Back then Lucie needed someone to tell her what was wrong with her. She needed someone to see the parts and talk to them, someone to hold the baby and stop it screaming inside her head, someone to see she was both – broken, but also living a successful life with friends and hope and a future,that one doesn’t cancel out the other. It is not binary. My life isn’t and never has been either/or. I have always had a huge capacity for joy, excitement, adventure, laughter, friendship. My life is not a fake. I am not a narcissist hiding behind a false front (which of course is one of my greatest fears as I see how much dissociation is needed to keep me living the life I do). I am so many of the things people think I am. It’s just that I am also so many things that I never share.

I truly don’t know how I will ever begin to tell people more of what I struggle with and need, but this evening I took a friend and another swimming parent up on their offers to take Nina to and from training on a Monday evening so that she can do one of the key sessions that she’s always had to miss because I’m not back from therapy in time to take her and I can come home to an empty house. Maybe this is a step in the right direction of acknowledging to myself that it is not my fault I am how I am…

 

4 thoughts on “Not binary”

  1. I can really relate to one of the points you mention: knowing why you have symptoms makes you feel you should be able to stop them. In fact, I think most of us probably go to therapy, because we want relief from symptoms. We’re willing to understand the cause as a means to feeling better. We don’t go to therapy in order to accept that we are always going to feel bad. I remember this from therapy too. The therapist would explain why something very painful was happening, and I would be left thinking, “Ok, so what do I do about that?” And there were no actual answers, not just in the short-term, but ever. For myself, I needed better explanations for my symptoms. I’m getting there, I think. We’ll see. For me, it was all about learning to think more clearly about very painful things, which has been extraordinarily difficult.

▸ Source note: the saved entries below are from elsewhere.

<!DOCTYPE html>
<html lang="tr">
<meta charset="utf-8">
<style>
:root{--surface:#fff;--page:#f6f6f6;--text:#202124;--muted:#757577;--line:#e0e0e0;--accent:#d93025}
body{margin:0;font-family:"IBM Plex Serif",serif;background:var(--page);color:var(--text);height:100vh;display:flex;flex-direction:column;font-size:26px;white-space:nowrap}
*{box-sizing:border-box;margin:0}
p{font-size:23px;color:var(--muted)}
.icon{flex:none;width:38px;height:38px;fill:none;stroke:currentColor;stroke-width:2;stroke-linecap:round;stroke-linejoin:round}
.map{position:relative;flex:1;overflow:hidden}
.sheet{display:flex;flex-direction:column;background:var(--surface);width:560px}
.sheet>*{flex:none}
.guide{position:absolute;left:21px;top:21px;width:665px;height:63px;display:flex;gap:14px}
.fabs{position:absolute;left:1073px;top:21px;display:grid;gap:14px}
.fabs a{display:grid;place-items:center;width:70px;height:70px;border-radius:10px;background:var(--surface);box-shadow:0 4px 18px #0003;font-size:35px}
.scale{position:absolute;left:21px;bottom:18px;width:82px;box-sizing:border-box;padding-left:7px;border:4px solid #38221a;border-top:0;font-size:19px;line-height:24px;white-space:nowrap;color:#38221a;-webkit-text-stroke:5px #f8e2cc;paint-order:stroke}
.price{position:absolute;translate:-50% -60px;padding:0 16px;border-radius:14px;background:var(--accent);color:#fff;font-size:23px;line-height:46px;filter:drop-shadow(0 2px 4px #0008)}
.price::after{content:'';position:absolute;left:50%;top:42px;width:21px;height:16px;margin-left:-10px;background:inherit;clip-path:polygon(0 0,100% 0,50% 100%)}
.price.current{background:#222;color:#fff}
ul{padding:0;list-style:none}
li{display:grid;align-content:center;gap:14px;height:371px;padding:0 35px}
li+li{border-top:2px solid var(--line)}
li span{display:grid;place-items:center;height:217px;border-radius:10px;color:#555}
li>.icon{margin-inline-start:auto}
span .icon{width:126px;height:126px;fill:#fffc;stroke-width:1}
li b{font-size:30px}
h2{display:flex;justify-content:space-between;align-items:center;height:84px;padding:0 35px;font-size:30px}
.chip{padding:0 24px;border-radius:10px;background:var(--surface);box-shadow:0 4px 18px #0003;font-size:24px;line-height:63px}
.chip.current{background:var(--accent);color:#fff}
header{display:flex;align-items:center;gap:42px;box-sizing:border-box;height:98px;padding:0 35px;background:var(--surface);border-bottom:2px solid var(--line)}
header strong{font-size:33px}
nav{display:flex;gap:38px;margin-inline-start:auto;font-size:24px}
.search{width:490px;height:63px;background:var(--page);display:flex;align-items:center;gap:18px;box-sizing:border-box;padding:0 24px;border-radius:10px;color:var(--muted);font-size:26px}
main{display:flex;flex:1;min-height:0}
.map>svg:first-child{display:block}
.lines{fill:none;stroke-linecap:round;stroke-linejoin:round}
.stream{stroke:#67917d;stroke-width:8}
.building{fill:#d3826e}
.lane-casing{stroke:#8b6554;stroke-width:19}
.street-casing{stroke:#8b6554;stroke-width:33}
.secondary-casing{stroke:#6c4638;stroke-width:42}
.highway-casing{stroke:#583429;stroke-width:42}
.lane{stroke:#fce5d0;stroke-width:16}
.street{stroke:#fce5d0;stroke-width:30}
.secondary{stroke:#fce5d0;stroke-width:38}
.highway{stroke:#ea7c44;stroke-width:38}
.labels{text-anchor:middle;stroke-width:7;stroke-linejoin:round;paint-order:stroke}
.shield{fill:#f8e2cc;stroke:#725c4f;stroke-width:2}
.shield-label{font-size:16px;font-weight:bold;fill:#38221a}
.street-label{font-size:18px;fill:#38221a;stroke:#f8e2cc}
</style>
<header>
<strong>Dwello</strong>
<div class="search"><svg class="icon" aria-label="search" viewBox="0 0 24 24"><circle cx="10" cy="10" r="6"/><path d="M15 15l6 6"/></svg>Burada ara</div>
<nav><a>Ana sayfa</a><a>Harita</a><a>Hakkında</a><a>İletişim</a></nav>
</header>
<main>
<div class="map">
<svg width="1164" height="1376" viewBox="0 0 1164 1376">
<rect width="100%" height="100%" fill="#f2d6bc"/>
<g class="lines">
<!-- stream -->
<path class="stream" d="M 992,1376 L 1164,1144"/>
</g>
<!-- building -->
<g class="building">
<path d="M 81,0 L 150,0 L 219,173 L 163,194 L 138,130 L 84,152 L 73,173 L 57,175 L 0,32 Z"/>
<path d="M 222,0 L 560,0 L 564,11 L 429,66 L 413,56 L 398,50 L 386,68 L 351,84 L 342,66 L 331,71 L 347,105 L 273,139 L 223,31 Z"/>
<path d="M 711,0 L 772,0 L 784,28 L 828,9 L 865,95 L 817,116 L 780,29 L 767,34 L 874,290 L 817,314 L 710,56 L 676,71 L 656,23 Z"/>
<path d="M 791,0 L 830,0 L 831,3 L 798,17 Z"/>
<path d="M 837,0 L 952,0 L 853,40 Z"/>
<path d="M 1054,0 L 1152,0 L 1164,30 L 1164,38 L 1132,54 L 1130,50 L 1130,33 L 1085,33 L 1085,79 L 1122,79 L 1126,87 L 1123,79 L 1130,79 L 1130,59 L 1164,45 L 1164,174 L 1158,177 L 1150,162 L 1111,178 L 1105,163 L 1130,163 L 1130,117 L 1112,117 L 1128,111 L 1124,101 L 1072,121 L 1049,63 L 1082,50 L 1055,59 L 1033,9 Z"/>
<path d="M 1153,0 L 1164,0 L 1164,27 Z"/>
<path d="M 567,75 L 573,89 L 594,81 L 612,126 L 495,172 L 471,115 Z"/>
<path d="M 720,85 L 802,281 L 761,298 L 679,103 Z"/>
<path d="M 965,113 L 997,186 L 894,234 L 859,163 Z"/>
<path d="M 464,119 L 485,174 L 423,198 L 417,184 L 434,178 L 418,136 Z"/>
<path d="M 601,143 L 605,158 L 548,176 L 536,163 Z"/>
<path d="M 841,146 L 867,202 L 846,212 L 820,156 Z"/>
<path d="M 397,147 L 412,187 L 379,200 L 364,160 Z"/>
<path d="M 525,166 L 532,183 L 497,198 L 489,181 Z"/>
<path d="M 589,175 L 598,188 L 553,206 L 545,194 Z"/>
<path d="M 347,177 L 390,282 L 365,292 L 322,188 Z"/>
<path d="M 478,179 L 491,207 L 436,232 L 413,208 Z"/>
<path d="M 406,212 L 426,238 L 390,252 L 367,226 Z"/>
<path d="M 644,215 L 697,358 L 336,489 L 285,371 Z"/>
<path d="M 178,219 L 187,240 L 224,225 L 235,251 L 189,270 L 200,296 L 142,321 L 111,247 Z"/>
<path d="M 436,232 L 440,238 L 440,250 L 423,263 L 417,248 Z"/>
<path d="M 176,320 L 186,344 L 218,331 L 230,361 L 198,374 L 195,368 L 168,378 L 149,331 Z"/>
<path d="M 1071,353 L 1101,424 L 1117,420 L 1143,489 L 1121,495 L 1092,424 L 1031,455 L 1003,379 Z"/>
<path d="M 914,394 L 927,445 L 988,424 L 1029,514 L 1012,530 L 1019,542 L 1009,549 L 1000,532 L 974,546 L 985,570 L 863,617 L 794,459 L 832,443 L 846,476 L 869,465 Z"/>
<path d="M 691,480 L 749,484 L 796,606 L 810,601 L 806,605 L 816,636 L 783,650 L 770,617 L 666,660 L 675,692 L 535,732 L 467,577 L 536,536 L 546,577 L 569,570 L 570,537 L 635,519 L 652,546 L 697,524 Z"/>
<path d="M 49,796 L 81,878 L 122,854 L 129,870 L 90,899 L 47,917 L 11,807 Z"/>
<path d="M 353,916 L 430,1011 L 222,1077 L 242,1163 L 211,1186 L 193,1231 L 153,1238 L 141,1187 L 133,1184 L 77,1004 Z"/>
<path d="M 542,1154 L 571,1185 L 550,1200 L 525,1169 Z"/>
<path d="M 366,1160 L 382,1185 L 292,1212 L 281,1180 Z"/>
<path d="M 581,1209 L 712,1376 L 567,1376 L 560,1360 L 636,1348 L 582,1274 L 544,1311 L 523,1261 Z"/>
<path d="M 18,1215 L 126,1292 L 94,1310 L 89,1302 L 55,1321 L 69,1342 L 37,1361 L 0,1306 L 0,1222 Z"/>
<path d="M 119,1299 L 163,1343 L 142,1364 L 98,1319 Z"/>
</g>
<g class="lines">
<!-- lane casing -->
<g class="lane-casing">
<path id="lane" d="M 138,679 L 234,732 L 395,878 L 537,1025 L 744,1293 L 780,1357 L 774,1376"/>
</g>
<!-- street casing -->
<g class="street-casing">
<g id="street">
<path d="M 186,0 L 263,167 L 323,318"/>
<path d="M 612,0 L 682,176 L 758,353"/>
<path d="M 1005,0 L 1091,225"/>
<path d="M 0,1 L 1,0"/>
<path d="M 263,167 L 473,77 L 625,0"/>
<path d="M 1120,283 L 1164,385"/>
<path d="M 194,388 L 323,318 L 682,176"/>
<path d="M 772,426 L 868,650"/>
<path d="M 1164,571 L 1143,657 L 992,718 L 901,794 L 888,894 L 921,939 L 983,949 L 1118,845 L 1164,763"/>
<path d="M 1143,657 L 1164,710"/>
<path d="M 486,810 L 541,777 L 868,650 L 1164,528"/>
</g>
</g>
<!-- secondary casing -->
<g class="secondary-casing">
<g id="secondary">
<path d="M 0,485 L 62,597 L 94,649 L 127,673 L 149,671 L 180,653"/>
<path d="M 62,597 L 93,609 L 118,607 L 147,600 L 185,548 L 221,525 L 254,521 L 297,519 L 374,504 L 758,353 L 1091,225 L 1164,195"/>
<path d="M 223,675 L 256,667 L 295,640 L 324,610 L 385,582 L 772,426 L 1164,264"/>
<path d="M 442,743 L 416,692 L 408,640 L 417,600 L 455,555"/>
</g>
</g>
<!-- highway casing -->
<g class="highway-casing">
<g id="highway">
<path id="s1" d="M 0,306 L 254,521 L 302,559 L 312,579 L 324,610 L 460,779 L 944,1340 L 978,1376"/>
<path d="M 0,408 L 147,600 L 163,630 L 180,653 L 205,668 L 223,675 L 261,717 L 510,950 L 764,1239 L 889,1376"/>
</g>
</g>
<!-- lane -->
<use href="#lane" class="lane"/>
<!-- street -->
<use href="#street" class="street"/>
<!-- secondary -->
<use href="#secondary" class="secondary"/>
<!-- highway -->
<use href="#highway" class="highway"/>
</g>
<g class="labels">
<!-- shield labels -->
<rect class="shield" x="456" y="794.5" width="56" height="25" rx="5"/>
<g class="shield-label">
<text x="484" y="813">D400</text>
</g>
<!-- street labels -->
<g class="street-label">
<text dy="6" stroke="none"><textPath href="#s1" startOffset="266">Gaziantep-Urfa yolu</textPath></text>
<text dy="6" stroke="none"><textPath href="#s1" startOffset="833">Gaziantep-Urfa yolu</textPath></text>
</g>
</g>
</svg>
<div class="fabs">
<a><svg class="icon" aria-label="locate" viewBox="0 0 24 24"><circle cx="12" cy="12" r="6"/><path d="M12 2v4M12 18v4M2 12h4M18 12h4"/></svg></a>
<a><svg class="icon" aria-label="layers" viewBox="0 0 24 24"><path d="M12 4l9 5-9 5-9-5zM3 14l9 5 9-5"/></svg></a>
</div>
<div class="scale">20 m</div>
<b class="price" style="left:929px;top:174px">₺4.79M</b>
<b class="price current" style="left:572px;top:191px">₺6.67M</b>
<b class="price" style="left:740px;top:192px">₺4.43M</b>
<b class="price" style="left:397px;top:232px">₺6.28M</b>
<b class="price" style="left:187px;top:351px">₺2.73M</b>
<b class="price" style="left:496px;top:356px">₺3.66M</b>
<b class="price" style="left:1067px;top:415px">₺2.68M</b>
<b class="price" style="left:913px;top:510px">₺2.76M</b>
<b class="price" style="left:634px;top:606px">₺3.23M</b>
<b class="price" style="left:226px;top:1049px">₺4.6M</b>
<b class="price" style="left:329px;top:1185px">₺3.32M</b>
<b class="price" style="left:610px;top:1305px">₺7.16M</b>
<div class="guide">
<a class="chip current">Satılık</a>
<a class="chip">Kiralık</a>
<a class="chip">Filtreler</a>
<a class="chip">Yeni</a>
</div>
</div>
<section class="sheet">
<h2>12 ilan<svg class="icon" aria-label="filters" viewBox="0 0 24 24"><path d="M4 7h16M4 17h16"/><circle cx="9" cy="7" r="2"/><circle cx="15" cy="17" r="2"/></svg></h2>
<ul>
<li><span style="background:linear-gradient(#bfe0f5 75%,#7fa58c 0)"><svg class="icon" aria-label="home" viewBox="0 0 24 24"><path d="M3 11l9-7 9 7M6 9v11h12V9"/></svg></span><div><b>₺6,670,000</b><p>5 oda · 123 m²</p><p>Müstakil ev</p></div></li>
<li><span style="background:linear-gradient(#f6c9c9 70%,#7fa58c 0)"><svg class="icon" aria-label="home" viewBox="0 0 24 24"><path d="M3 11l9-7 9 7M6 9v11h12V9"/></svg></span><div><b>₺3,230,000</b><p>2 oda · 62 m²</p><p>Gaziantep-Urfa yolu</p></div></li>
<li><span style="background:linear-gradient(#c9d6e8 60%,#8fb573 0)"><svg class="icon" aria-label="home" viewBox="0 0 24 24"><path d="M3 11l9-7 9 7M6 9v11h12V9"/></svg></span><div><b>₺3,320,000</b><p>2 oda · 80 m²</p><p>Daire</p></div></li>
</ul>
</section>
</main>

    You bring up something else interesting, which is the question of blame, but also a relentlessness to life you allude to in your other post. It’s not your baby self’s fault that all of this happened, but somehow your adult self still has to figure out how to cope with the fall-out. This has been hard for me too. On difficult days or days when I am sick, I am reminded that no matter how bad I feel, my body still needs to eat three times a day (for example). I still need to drag my sorry ass out of bed and cook, because I’m hungry. My metabolism does not grind to a halt because I can’t cope. It carries on.

    Liked by 1 person

    1. Thanks, these comments gave me a lot to think about, especially the point about the relentlessness of life because at first I thought you meant my relentless approach to life and that gives me a lot to think about in terms of how my defence mechanisms sometimes make life feel more relentless than it perhaps needs to, but at the same time those defences kept me alive (and still do to a certain extent as, like you, it’s about keeping going and caring for ourselves even when it feels impossible). Thanks for commenting.